═══ Data provided ═══

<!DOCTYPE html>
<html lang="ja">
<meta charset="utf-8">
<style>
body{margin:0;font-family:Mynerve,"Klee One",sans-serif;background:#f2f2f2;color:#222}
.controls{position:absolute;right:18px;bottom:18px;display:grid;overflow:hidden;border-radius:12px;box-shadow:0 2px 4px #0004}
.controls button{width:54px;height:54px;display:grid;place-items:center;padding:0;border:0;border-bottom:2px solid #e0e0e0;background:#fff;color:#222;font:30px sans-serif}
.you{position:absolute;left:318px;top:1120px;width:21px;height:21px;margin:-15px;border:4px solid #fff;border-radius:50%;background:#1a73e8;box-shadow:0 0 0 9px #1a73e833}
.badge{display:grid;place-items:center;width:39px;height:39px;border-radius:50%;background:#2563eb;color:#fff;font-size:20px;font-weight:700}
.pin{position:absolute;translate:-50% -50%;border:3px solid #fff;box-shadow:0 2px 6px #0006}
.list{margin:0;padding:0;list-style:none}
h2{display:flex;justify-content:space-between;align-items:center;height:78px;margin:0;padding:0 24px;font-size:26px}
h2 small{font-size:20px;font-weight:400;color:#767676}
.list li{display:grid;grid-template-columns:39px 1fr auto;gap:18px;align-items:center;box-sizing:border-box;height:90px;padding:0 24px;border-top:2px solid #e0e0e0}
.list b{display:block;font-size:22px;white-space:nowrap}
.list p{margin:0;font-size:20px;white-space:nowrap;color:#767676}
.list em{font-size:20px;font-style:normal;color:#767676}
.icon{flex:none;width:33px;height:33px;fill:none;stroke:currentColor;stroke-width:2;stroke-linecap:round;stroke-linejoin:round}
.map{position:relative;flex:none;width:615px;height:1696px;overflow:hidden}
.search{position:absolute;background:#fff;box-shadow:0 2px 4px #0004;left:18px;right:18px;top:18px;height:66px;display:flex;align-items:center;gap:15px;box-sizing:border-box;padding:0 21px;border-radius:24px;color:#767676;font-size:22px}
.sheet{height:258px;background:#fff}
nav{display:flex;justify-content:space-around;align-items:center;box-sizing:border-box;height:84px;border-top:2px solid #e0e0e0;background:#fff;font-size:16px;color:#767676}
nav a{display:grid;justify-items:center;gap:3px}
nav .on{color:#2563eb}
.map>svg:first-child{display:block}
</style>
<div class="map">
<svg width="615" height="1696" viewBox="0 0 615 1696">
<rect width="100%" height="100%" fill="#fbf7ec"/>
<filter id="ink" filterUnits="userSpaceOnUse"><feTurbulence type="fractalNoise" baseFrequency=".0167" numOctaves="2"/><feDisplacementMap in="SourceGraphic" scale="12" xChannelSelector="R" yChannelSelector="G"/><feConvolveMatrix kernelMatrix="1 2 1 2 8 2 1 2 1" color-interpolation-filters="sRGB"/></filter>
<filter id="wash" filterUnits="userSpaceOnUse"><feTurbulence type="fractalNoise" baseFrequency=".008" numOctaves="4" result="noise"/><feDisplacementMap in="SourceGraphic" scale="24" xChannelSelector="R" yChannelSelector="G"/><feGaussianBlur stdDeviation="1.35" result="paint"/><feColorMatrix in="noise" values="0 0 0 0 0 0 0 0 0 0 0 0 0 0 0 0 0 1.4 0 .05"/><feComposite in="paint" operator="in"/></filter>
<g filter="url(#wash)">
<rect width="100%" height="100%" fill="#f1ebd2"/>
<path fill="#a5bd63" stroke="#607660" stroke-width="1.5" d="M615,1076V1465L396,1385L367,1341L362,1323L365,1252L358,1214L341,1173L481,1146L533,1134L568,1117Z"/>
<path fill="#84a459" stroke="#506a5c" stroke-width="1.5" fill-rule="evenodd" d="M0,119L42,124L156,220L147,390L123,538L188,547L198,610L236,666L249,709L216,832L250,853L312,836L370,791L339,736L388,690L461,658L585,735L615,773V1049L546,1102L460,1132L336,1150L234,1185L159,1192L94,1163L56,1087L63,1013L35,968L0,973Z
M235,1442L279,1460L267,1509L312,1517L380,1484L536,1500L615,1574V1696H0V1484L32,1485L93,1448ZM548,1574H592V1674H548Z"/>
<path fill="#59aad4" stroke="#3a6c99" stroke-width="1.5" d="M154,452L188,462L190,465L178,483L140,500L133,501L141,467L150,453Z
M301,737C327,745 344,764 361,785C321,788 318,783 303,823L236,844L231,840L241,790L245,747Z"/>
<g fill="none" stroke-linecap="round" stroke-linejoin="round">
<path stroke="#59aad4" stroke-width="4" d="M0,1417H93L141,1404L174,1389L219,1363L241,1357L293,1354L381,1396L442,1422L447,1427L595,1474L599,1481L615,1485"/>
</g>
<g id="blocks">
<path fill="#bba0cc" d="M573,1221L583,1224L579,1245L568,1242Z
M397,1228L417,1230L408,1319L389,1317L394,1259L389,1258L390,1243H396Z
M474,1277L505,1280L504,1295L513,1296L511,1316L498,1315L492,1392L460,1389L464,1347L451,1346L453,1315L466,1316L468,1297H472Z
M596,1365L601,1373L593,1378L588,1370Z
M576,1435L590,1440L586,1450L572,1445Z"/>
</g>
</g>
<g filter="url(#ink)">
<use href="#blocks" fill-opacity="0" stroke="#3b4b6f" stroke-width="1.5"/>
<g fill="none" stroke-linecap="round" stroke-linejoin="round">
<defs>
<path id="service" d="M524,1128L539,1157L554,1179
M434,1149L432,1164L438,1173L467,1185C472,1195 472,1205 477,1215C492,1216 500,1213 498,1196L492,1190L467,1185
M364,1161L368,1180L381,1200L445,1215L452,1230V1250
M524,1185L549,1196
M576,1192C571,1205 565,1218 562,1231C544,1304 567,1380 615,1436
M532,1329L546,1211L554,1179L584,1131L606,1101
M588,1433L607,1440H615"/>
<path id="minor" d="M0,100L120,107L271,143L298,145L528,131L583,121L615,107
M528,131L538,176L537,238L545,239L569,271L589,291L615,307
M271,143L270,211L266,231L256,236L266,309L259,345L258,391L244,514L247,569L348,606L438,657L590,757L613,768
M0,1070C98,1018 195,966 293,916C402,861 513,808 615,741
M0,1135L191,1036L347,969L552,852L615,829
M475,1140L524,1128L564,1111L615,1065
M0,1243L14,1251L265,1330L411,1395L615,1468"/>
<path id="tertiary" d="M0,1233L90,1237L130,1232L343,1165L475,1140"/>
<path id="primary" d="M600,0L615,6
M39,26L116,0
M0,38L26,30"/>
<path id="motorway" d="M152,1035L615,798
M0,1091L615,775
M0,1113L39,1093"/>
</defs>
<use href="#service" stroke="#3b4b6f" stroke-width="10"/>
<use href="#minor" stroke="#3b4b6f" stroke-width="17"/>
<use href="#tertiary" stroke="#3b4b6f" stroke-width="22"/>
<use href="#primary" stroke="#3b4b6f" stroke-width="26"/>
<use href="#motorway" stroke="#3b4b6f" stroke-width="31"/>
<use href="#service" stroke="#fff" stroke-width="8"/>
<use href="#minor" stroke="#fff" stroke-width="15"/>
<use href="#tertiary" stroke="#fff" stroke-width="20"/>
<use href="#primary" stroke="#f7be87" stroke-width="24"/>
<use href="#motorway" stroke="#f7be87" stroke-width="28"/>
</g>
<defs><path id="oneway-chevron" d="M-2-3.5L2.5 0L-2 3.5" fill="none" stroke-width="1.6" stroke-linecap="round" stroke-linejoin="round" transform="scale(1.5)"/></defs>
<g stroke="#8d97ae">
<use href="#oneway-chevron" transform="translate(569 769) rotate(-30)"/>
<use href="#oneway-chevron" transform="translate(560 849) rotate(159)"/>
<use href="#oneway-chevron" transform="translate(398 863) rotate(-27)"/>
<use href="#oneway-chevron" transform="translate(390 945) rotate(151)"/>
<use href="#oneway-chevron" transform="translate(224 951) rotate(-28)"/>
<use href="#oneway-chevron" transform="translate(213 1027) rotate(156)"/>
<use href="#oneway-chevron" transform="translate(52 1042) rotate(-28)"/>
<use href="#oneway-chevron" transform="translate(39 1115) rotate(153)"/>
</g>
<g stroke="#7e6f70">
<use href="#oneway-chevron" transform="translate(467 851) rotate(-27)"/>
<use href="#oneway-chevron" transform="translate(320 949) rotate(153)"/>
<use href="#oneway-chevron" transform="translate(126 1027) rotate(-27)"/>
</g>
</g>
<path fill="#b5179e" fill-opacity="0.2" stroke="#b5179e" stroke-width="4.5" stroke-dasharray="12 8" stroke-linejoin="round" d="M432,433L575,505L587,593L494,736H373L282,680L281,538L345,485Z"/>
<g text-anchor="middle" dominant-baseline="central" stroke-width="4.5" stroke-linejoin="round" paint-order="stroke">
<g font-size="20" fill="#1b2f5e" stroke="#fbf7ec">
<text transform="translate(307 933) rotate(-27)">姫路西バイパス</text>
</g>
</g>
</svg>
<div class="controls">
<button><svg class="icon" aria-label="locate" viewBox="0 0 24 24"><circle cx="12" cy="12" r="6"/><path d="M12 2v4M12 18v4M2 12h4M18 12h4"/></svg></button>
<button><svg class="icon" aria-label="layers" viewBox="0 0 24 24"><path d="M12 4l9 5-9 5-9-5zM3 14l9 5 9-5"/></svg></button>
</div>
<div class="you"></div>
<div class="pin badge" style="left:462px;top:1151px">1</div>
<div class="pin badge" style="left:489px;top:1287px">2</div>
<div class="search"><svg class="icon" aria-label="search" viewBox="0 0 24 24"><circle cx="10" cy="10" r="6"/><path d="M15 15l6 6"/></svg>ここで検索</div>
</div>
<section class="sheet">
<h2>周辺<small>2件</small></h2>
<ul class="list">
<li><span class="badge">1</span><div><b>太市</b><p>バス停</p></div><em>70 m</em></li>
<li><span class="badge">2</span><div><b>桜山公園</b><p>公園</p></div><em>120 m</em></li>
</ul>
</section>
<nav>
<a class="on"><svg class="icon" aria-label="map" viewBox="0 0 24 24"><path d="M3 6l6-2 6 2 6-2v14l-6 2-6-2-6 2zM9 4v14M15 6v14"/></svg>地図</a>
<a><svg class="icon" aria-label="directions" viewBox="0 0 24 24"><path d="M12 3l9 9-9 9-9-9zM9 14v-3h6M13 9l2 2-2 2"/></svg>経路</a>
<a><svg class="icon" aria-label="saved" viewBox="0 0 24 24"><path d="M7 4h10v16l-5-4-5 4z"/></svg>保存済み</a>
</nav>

═══

> Exercise instructions: Look through the entries above for the word "xChannelSelector". Copy every line where it shows up.

> Task result:
<filter id="ink" filterUnits="userSpaceOnUse"><feTurbulence type="fractalNoise" baseFrequency=".0167" numOctaves="2"/><feDisplacementMap in="SourceGraphic" scale="12" xChannelSelector="R" yChannelSelector="G"/><feConvolveMatrix kernelMatrix="1 2 1 2 8 2 1 2 1" color-interpolation-filters="sRGB"/></filter>
<filter id="wash" filterUnits="userSpaceOnUse"><feTurbulence type="fractalNoise" baseFrequency=".008" numOctaves="4" result="noise"/><feDisplacementMap in="SourceGraphic" scale="24" xChannelSelector="R" yChannelSelector="G"/><feGaussianBlur stdDeviation="1.35" result="paint"/><feColorMatrix in="noise" values="0 0 0 0 0 0 0 0 0 0 0 0 0 0 0 0 0 1.4 0 .05"/><feComposite in="paint" operator="in"/></filter>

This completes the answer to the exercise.